Question

The greatest speed with which an athlete can jump vertically is around 5 m/sec. Determine the speed at which Earth would move down if a 664 N athelete jumped up at 1.8 m/sec. (Earth's mass = 5.97 ✕ 1024 kg)

Answer 1

Answer:

Approximately $2.0 \times 10^{-23}\; \rm m \cdot s^{-1}$ if that athlete jumped up at $1.8\; \rm m \cdot s^{-1}$. (Assuming that $g = 9.81\; \rm m\cdot s^{-1}$.)

Explanation:

The momentum $p$ of an object is the product of its mass $m$ and its velocity $v$. That is: $p = m \cdot v$.

Before the jump, the speed of the athlete and the earth would be zero (relative to each other.) That is: $v(\text{athlete, before}) = 0$ and $v(\text{earth, before}) = 0$. Therefore:

$\begin{aligned}& p(\text{athlete, before}) = 0\end{aligned}$ and $p(\text{earth, before}) = 0$.

Assume that there is no force from outside of the earth (and the athlete) acting on the two. Momentum should be conserved at the instant that the athlete jumped up from the earth.

Before the jump, the sum of the momentum of the athlete and the earth was zero. Because momentum is conserved, the sum of the momentum of the two objects after the jump should also be zero. That is:

$\begin{aligned}& p(\text{athlete, after}) + p(\text{earth, after}) \\ & =p(\text{athlete, before}) + p(\text{earth, before}) \\ &= 0\end{aligned}$.

Therefore:

$p(\text{athelete, after}) = - p(\text{earth, after})$.

$\begin{aligned}& m(\text{athlete}) \cdot v(\text{athelete, after}) \\ &= - m(\text{earth}) \cdot v(\text{earth, after})\end{aligned}$.

Rewrite this equation to find an expression for $v(\text{earth, after})$, the speed of the earth after the jump:

$\begin{aligned} &v(\text{earth, after}) \\ &= -\frac{m(\text{athlete}) \cdot v(\text{athlete, after})}{m(\text{earth})} \end{aligned}$.

The mass of the athlete needs to be calculated from the weight of this athlete. Assume that the gravitational field strength is $g = 9.81\; \rm N \cdot kg^{-1}$.

$\begin{aligned}& m(\text{athlete}) = \frac{664\; \rm N}{9.81\; \rm N \cdot kg^{-1}} \approx 67.686\; \rm N\end{aligned}$.
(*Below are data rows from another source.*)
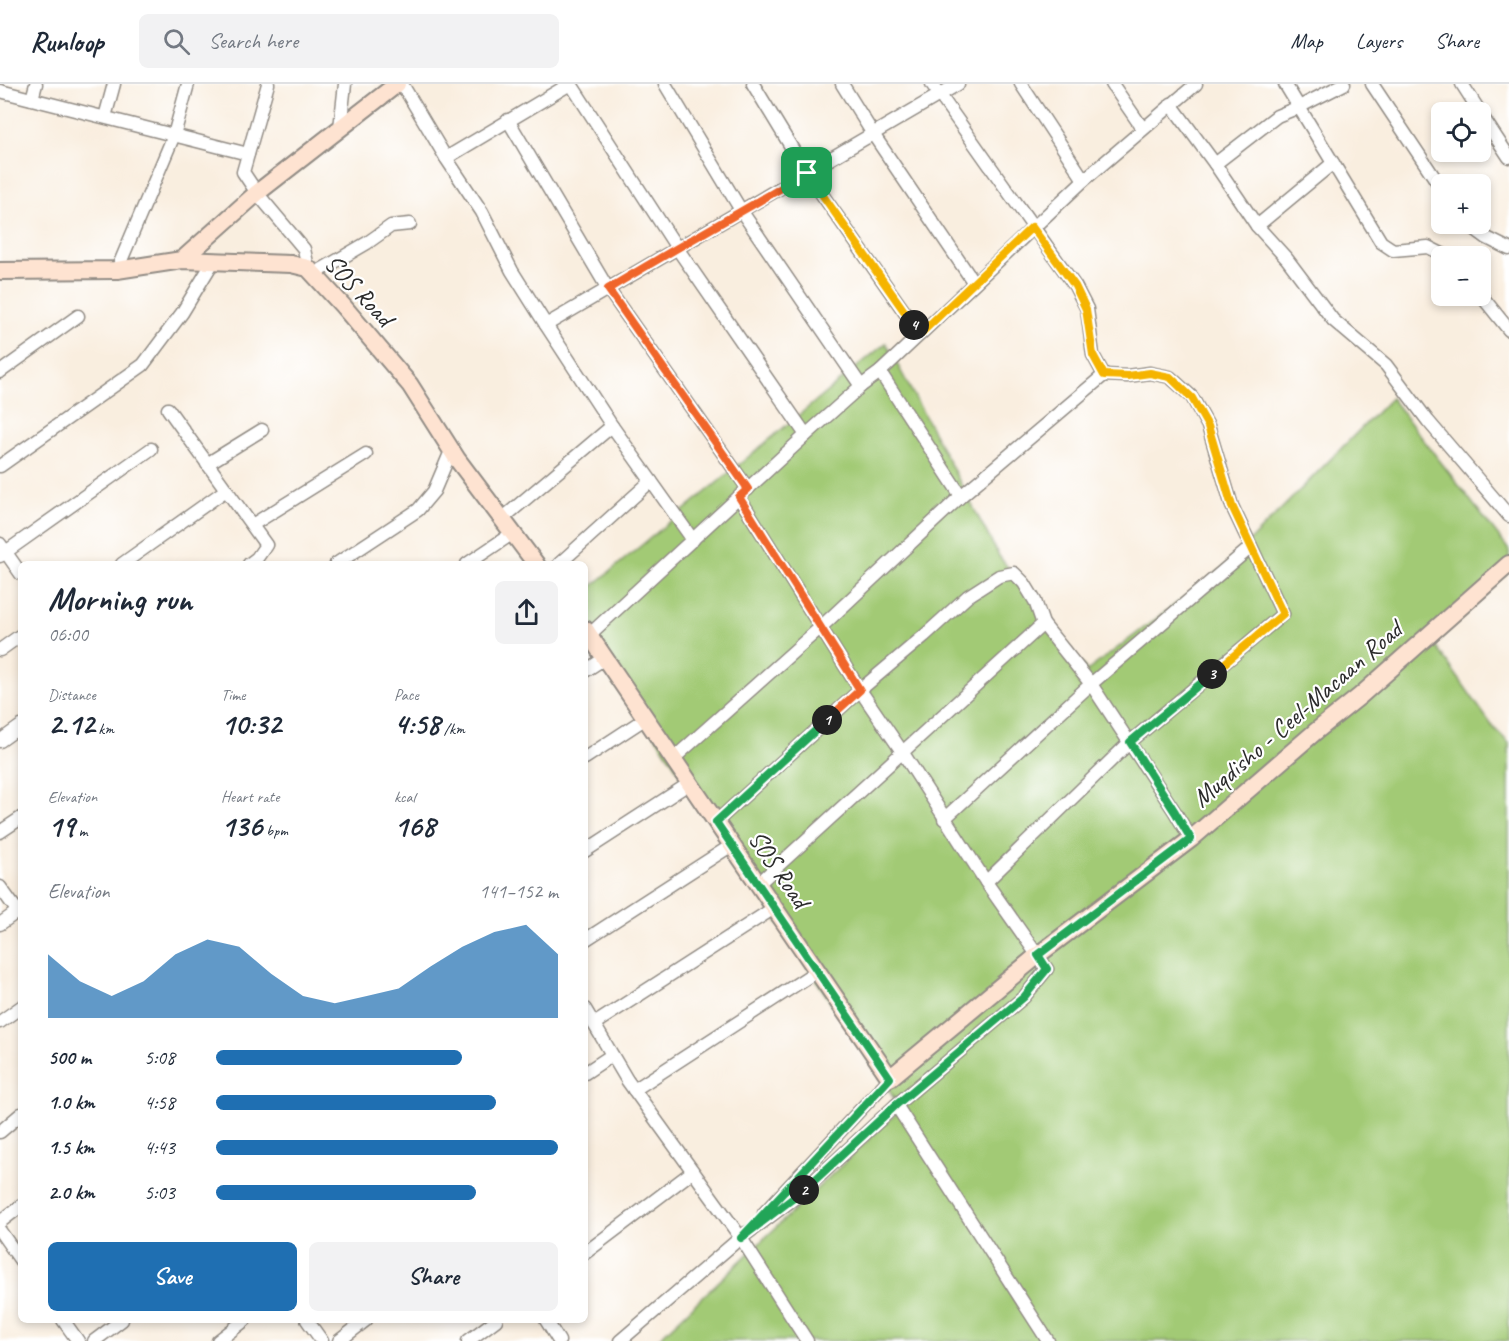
<!DOCTYPE html>
<meta charset="utf-8">
<style>
body{margin:0;font-family:Caveat,sans-serif;background:#f2f2f3;color:#1f2937;height:100vh;display:flex;flex-direction:column;font-size:22px;white-space:nowrap}
*{box-sizing:border-box;margin:0}
p{font-size:20px;color:#747a83}
.icon{flex:none;width:33px;height:33px;fill:none;stroke:currentColor;stroke-width:2;stroke-linecap:round;stroke-linejoin:round}
.map{position:relative;flex:1;overflow:hidden}
.details{position:absolute;left:18px;top:477px;width:570px;height:762px;display:flex;flex-direction:column;background:#fff;border-radius:9px;box-shadow:0 3px 9px #0003}
.details>*{flex:none}
.tools{position:absolute;left:1431px;top:18px;display:grid;gap:12px}
.tools a{display:grid;place-items:center;width:60px;height:60px;border-radius:9px;background:#fff;box-shadow:0 3px 9px #0003;font-size:30px}
.pin{position:absolute;display:grid;place-items:center;width:51px;height:51px;color:#fff;margin:-26px;border-radius:12px;box-shadow:0 3px 9px #0006}
.km{position:absolute;width:30px;height:30px;margin:-15px;border-radius:50%;background:#222;color:#fff;font-size:16px;line-height:30px;text-align:center}
.round{display:grid;place-items:center;flex:none;width:63px;height:63px;border-radius:9px;background:#f2f2f3}
.overview{display:flex;align-items:center;justify-content:space-between;height:102px;padding:0 30px}
h1{font-size:33px;font-weight:600;line-height:45px}
.stats{display:grid;grid-template-columns:repeat(3,1fr);gap:9px;height:102px;padding:6px 30px}
.stats div{display:grid;align-content:center}
.stats b{font-size:30px;font-weight:600}
.stats small{font-size:16px;font-weight:400}
.stats p{font-size:16px}
.chart{height:168px;padding:12px 30px}
.chart p{display:flex;justify-content:space-between}
.chart svg{width:100%;height:108px;margin-top:6px;fill:#1f6fb2;opacity:.7}
.primary-button{display:flex;gap:12px;margin-top:auto;padding:12px 30px}
.primary-button a{flex:1;height:69px;border-radius:9px;background:#1f6fb2;color:#fff;font-size:24px;font-weight:600;line-height:69px;text-align:center}
.primary-button a+a{background:#f2f2f3;color:#1f2937}
ul{padding:0 30px;list-style:none;font-size:20px}
li{display:grid;grid-template-columns:96px 72px 1fr;align-items:center;height:45px}
li i{height:15px;border-radius:8px;background:#1f6fb2}
header{display:flex;align-items:center;gap:36px;box-sizing:border-box;height:84px;padding:0 30px;background:#fff;border-bottom:2px solid #e0e1e3}
header strong{font-size:28px}
nav{display:flex;gap:33px;margin-inline-start:auto;font-size:21px}
.search{width:420px;height:54px;background:#f2f2f3;display:flex;align-items:center;gap:15px;box-sizing:border-box;padding:0 21px;border-radius:9px;color:#747a83;font-size:22px}
.map>svg:first-child{display:block}
</style>
<header>
<strong>Runloop</strong>
<div class="search"><svg class="icon" aria-label="search" viewBox="0 0 24 24"><circle cx="10" cy="10" r="6"/><path d="M15 15l6 6"/></svg>Search here</div>
<nav><a>Map</a><a>Layers</a><a>Share</a></nav>
</header>
<div class="map">
<svg width="1509" height="1257" viewBox="0 0 1509 1257">
<rect width="100%" height="100%" fill="#fff"/>
<filter id="ink" filterUnits="userSpaceOnUse"><feTurbulence type="fractalNoise" baseFrequency=".0167" numOctaves="2"/><feDisplacementMap in="SourceGraphic" scale="12" xChannelSelector="R" yChannelSelector="G"/><feConvolveMatrix kernelMatrix="1 2 1 2 8 2 1 2 1" color-interpolation-filters="sRGB"/></filter>
<filter id="wash" filterUnits="userSpaceOnUse"><feTurbulence type="fractalNoise" baseFrequency=".008" numOctaves="4" result="noise"/><feDisplacementMap in="SourceGraphic" scale="24" xChannelSelector="R" yChannelSelector="G"/><feGaussianBlur stdDeviation="1.35" result="paint"/><feColorMatrix in="noise" values="0 0 0 0 0 0 0 0 0 0 0 0 0 0 0 0 0 1.4 0 .05"/><feComposite in="paint" operator="in"/></filter>
<g filter="url(#wash)">
<rect width="100%" height="100%" fill="#f9eedf"/>
<!-- green -->
<polygon fill="#a2ca75" stroke="#667a50" stroke-width="1.5" points="886,259 999,472 1087,587 1222,485 1391,314 1509,466 1509,477 1433,558 1493,643 1509,659 1509,1257 656,1257 901,1025 585,545 585,508"/>
</g>
<g filter="url(#ink)">
<g fill="none" stroke-linecap="round" stroke-linejoin="round">
<!-- street casing -->
<g stroke="#928c85" stroke-width="15">
<g id="street">
<polyline points="268,0 243,88 257,109 304,165 308,184"/>
<polyline points="402,0 446,74 570,0"/>
<polyline points="571,0 677,164 806,351"/>
<polyline points="665,0 742,128 861,302"/>
<polyline points="753,0 807,89 920,250"/>
<polyline points="842,0 873,50 974,199"/>
<polyline points="1021,0 1084,96"/>
<polyline points="1112,0 1143,45"/>
<polyline points="1285,0 1381,158 1393,166 1428,163 1446,172"/>
<polyline points="1372,0 1442,105"/>
<polyline points="1462,0 1480,28"/>
<polyline points="0,7 248,70"/>
<polyline points="32,15 36,0"/>
<polyline points="1171,20 1215,80 1257,142 1287,175 1333,236 1386,281 1428,337 1509,432"/>
<polyline points="1480,29 1509,73"/>
<polyline points="105,33 114,0"/>
<polyline points="508,36 608,205 748,405"/>
<polyline points="340,44 345,0"/>
<polyline points="446,74 482,128 512,187 546,241 612,342 693,456"/>
<polyline points="1215,80 1277,32 1299,23 1344,0"/>
<polyline points="1468,140 1487,154 1509,165"/>
<polyline points="1257,142 1333,79"/>
<polyline points="117,186 174,51 188,0"/>
<polyline points="314,190 367,159 391,142 410,140"/>
<polyline points="1480,210 1509,246"/>
<polyline points="546,241 958,0"/>
<polyline points="0,288 78,232"/>
<polyline points="880,288 961,412"/>
<polyline points="168,325 266,461 257,474 249,480"/>
<polyline points="207,380 262,346"/>
<polyline points="0,382 143,281 182,229 213,178"/>
<polyline points="739,413 860,606 903,669 986,798 1047,885 1024,913 896,1021"/>
<polyline points="502,435 612,342"/>
<polyline points="252,441 366,370"/>
<polyline points="0,460 21,490"/>
<polyline points="0,472 151,365"/>
<polyline points="122,480 226,406"/>
<polyline points="336,480 418,426 434,407 451,367"/>
<polyline points="467,480 513,449"/>
<polyline points="559,480 651,397"/>
<polyline points="589,551 806,351 861,302 880,288 1084,96 1196,0"/>
<polyline points="0,566 21,551"/>
<polyline points="585,587 605,574"/>
<polyline points="0,657 21,642"/>
<polyline points="585,674 646,634"/>
<polyline points="673,675 821,543 961,412 1104,291 1093,271 1087,225 1075,202 932,0"/>
<polyline points="944,735 1091,600 1251,463"/>
<polyline points="716,738 860,606 924,552 968,512 999,492 1014,489 1024,499 1035,517 1043,540 1091,600 1175,728 1191,755"/>
<polyline points="0,748 21,734"/>
<polyline points="585,767 690,699"/>
<polyline points="986,798 1130,658 1283,530 1232,422 1208,342 1192,313 1170,293 1150,289 1127,292 1104,291"/>
<polyline points="758,800 1043,540"/>
<polyline points="0,803 21,832"/>
<polyline points="0,840 21,825"/>
<polyline points="585,856 732,761"/>
<polyline points="585,925 627,996 741,1154 807,1257"/>
<polyline points="0,938 21,923"/>
<polyline points="594,940 774,824"/>
<polyline points="585,989 612,971"/>
<polyline points="634,1006 817,887"/>
<polyline points="0,1048 21,1030"/>
<polyline points="764,1129 890,994"/>
<polyline points="0,1138 21,1122"/>
<polyline points="0,1147 21,1177"/>
<polyline points="741,1154 800,1110 896,1021 1048,1257"/>
<polyline points="585,1169 692,1088"/>
<polyline points="63,1236 78,1257"/>
<polyline points="307,1236 322,1257"/>
<polyline points="546,1236 559,1257"/>
<polyline points="94,1257 122,1236"/>
<polyline points="218,1257 245,1236"/>
<polyline points="339,1257 366,1236"/>
<polyline points="468,1257 496,1236"/>
<polyline points="620,1257 746,1149"/>
</g>
</g>
<!-- secondary casing -->
<g stroke="#928c85" stroke-width="20">
<g id="secondary">
<polyline points="182,176 257,109 397,0"/>
<polyline points="0,187 117,186 182,176 291,180 308,184 343,222 410,301 457,375 536,480"/>
<polyline points="585,545 890,994 1038,871 1191,755 1315,648 1360,612 1509,480"/>
</g>
</g>
<!-- street -->
<use href="#street" stroke="#fff" stroke-width="12"/>
<!-- secondary -->
<use href="#secondary" stroke="#fee3d1" stroke-width="16"/>
</g>
</g>
<g fill="none" stroke-linecap="round" stroke-linejoin="round" filter="url(#ink)">
<!-- split-1 casing -->
<g stroke="#fff" stroke-width="12">
<path id="split-1" d="M807,89c-66,39 -133,76 -199,116l140,200 -9,8 121,193 -33,30"/>
</g>
<!-- split-2 casing -->
<g stroke="#fff" stroke-width="12">
<polyline id="split-2" points="804,1106 741,1154 890,994 716,738 827,636"/>
</g>
<!-- split-3 casing -->
<g stroke="#fff" stroke-width="12">
<polyline id="split-3" points="804,1106 896,1021 1024,913 1047,885 1038,871 1191,755 1175,728 1130,658 1212,590"/>
</g>
<!-- split-4 casing -->
<g stroke="#fff" stroke-width="12">
<polyline id="split-4" points="914,241 920,250 1032,143 1075,202 1086,225 1093,271 1104,291 1128,292 1150,289 1170,293 1192,314 1208,342 1232,422 1283,530 1212,590"/>
</g>
<!-- split-5 casing -->
<g stroke="#fff" stroke-width="12">
<polyline id="split-5" points="807,89 914,241"/>
</g>
<!-- split-1 -->
<use href="#split-1" stroke="#f0652b" stroke-width="8"/>
<!-- split-2 -->
<use href="#split-2" stroke="#22a559" stroke-width="8"/>
<!-- split-3 -->
<use href="#split-3" stroke="#22a559" stroke-width="8"/>
<!-- split-4 -->
<use href="#split-4" stroke="#f5b400" stroke-width="8"/>
<!-- split-5 -->
<use href="#split-5" stroke="#f5b400" stroke-width="8"/>
</g>
<g text-anchor="middle" dominant-baseline="central" stroke-width="4.5" stroke-linejoin="round" paint-order="stroke">
<!-- street labels -->
<g font-size="26" fill="#2b2b2b" stroke="#fff">
<text transform="translate(359 206) rotate(47)">SOS Road</text>
<text transform="translate(1297 630) rotate(-41)">Muqdisho - Ceel-Macaan Road</text>
<text transform="translate(779 785) rotate(56)">SOS Road</text>
</g>
</g>
</svg>
<div class="tools">
<a><svg class="icon" aria-label="locate" viewBox="0 0 24 24"><circle cx="12" cy="12" r="6"/><path d="M12 2v4M12 18v4M2 12h4M18 12h4"/></svg></a>
<a>+</a>
<a>−</a>
</div>
<div class="pin" style="left:807px;top:89px;background:#1e9e55"><svg class="icon" aria-label="arrive" viewBox="0 0 24 24"><path d="M6 21V4h12l-3 4 3 4H6"/></svg></div>
<b class="km" style="left:827px;top:636px">1</b>
<b class="km" style="left:804px;top:1106px">2</b>
<b class="km" style="left:1212px;top:590px">3</b>
<b class="km" style="left:914px;top:241px">4</b>
<section class="details">
<div class="overview"><div><h1>Morning run</h1><p>06:00</p></div><a class="round"><svg class="icon" aria-label="share" viewBox="0 0 24 24"><path d="M12 15V3M7 8l5-5 5 5M5 13v7h14v-7"/></svg></a></div>
<div class="stats">
<div><p>Distance</p><b>2.12<small> km</small></b></div>
<div><p>Time</p><b>10:32</b></div>
<div><p>Pace</p><b>4:58<small> /km</small></b></div>
</div>
<div class="stats">
<div><p>Elevation</p><b>19<small> m</small></b></div>
<div><p>Heart rate</p><b>136<small> bpm</small></b></div>
<div><p>kcal</p><b>168</b></div>
</div>
<div class="chart"><p><span>Elevation</span>141–152 m</p>
<svg viewBox="0 0 160 44" preserveAspectRatio="none"><path d="M0 44V18L10 29L20 35L30 29L40 18L50 12L60 15L70 26L80 35L90 38L100 35L110 32L120 23L130 15L140 9L150 6L160 18V44z"/></svg>
</div>
<ul>
<li><b>500 m</b>5:08<i style="width:72%"></i></li>
<li><b>1.0 km</b>4:58<i style="width:82%"></i></li>
<li><b>1.5 km</b>4:43<i style="width:100%"></i></li>
<li><b>2.0 km</b>5:03<i style="width:76%"></i></li>
</ul>
<div class="primary-button"><a>Save</a><a>Share</a></div>
</section>
</div>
Calculate $v(\text{earth, after})$ using $m(\text{earth})$ and $v(\text{athlete, after})$ values from the question:

$\begin{aligned} &v(\text{earth, after}) \\ &= -\frac{m(\text{athlete}) \cdot v(\text{athlete, after})}{m(\text{earth})} \\ &\approx -2.0 \times 10^{-23}\; \rm m \cdot s^{-1}\end{aligned}$.

The negative sign suggests that the earth would move downwards after the jump. The speed of the motion would be approximately $2.0 \times 10^{-23}\; \rm m \cdot s^{-1}$.